Collected material:
◇ ◇ ◇

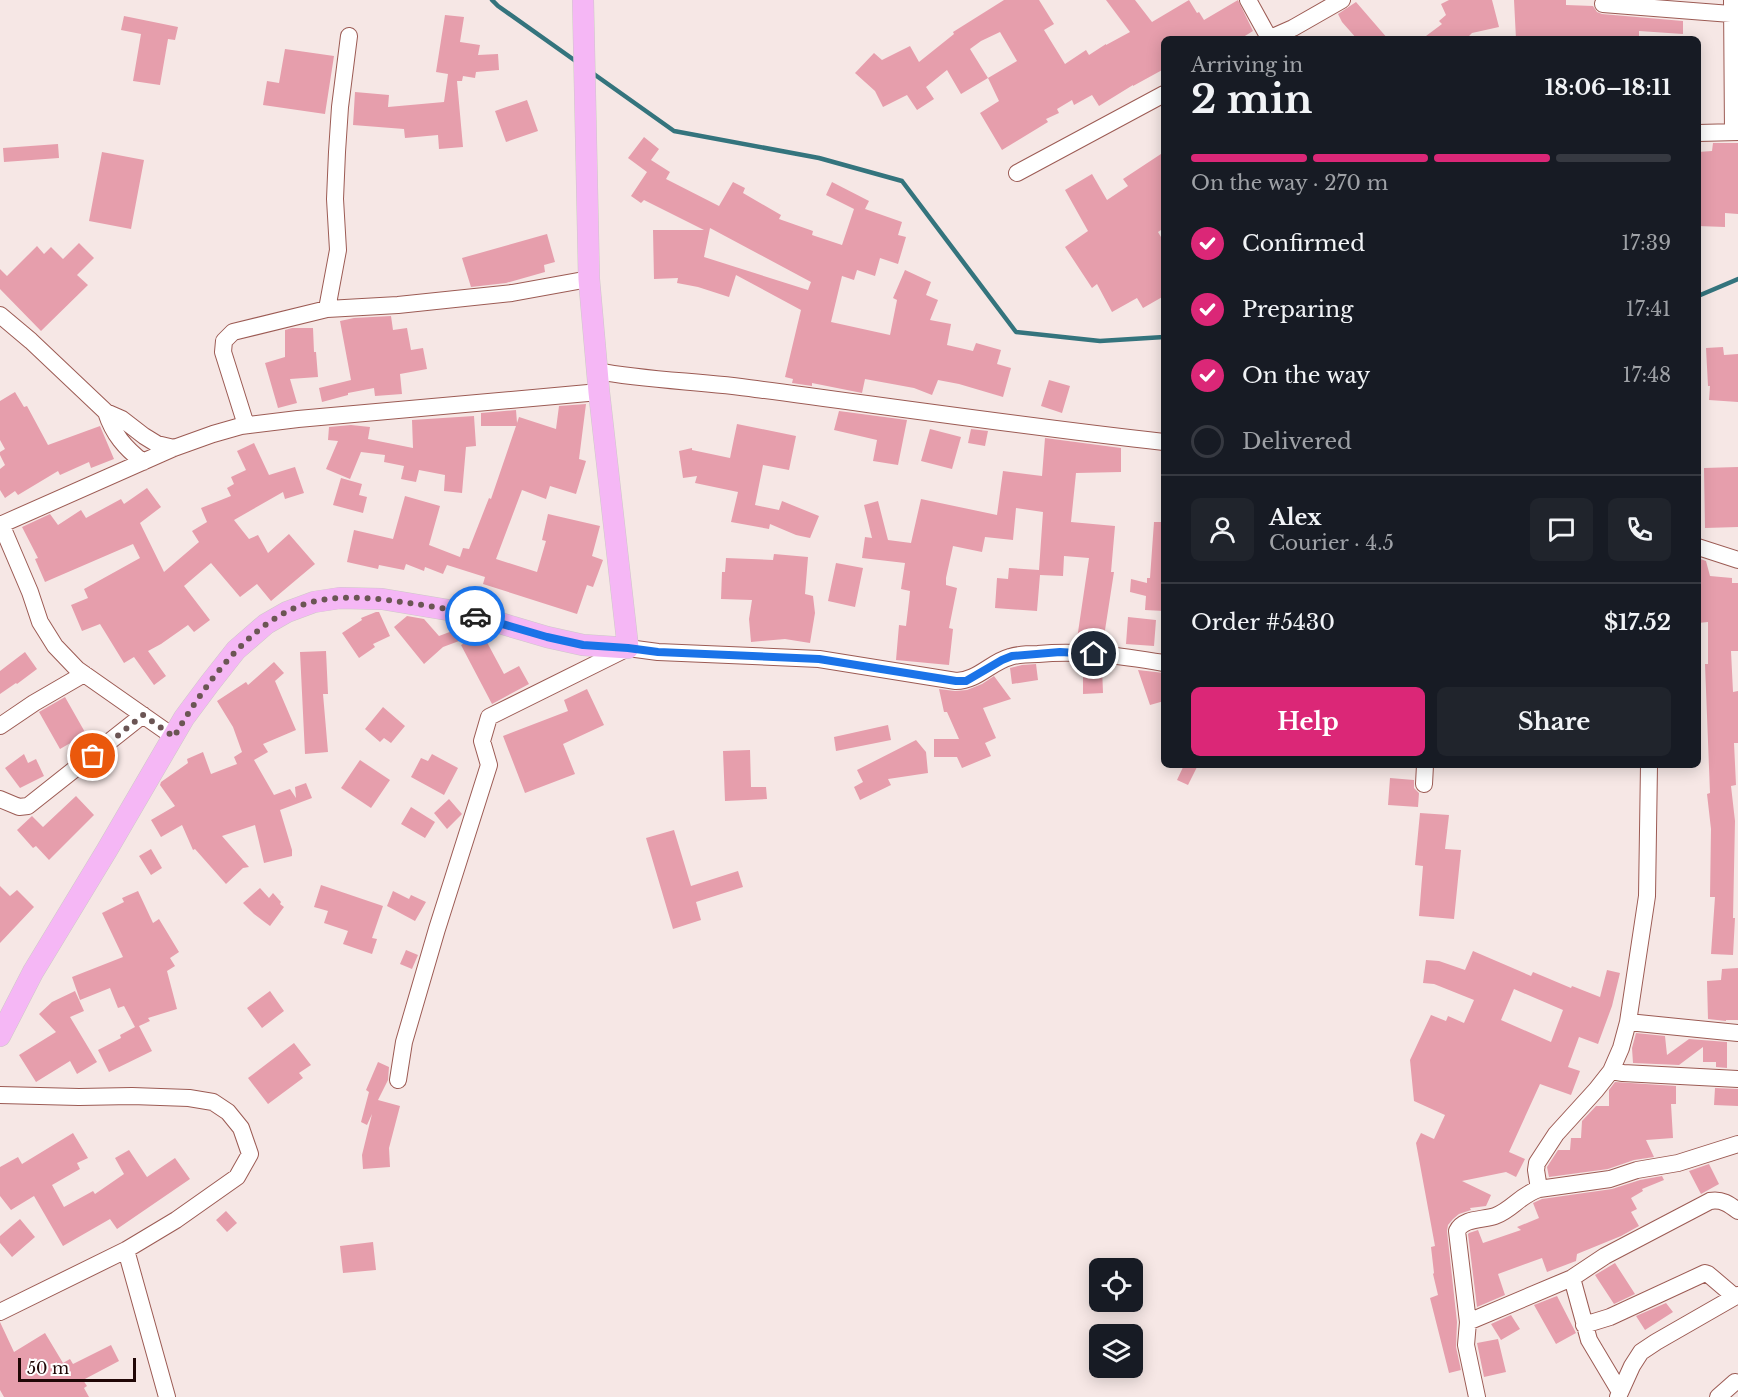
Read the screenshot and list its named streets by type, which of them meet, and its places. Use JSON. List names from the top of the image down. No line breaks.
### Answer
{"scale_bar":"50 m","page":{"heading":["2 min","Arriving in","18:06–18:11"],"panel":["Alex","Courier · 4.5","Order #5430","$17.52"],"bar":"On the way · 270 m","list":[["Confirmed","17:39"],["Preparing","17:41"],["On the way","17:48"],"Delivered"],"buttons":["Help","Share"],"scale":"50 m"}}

◇ ◇ ◇

Aim of the exercise: The reply should consist of the listing restated word for word, with its pictures removed.

Output:
Read the screenshot and list its named streets by type, which of them meet, and its places. Use JSON. List names from the top of the image down. No line breaks.
### Answer
{"scale_bar":"50 m","page":{"heading":["2 min","Arriving in","18:06–18:11"],"panel":["Alex","Courier · 4.5","Order #5430","$17.52"],"bar":"On the way · 270 m","list":[["Confirmed","17:39"],["Preparing","17:41"],["On the way","17:48"],"Delivered"],"buttons":["Help","Share"],"scale":"50 m"}}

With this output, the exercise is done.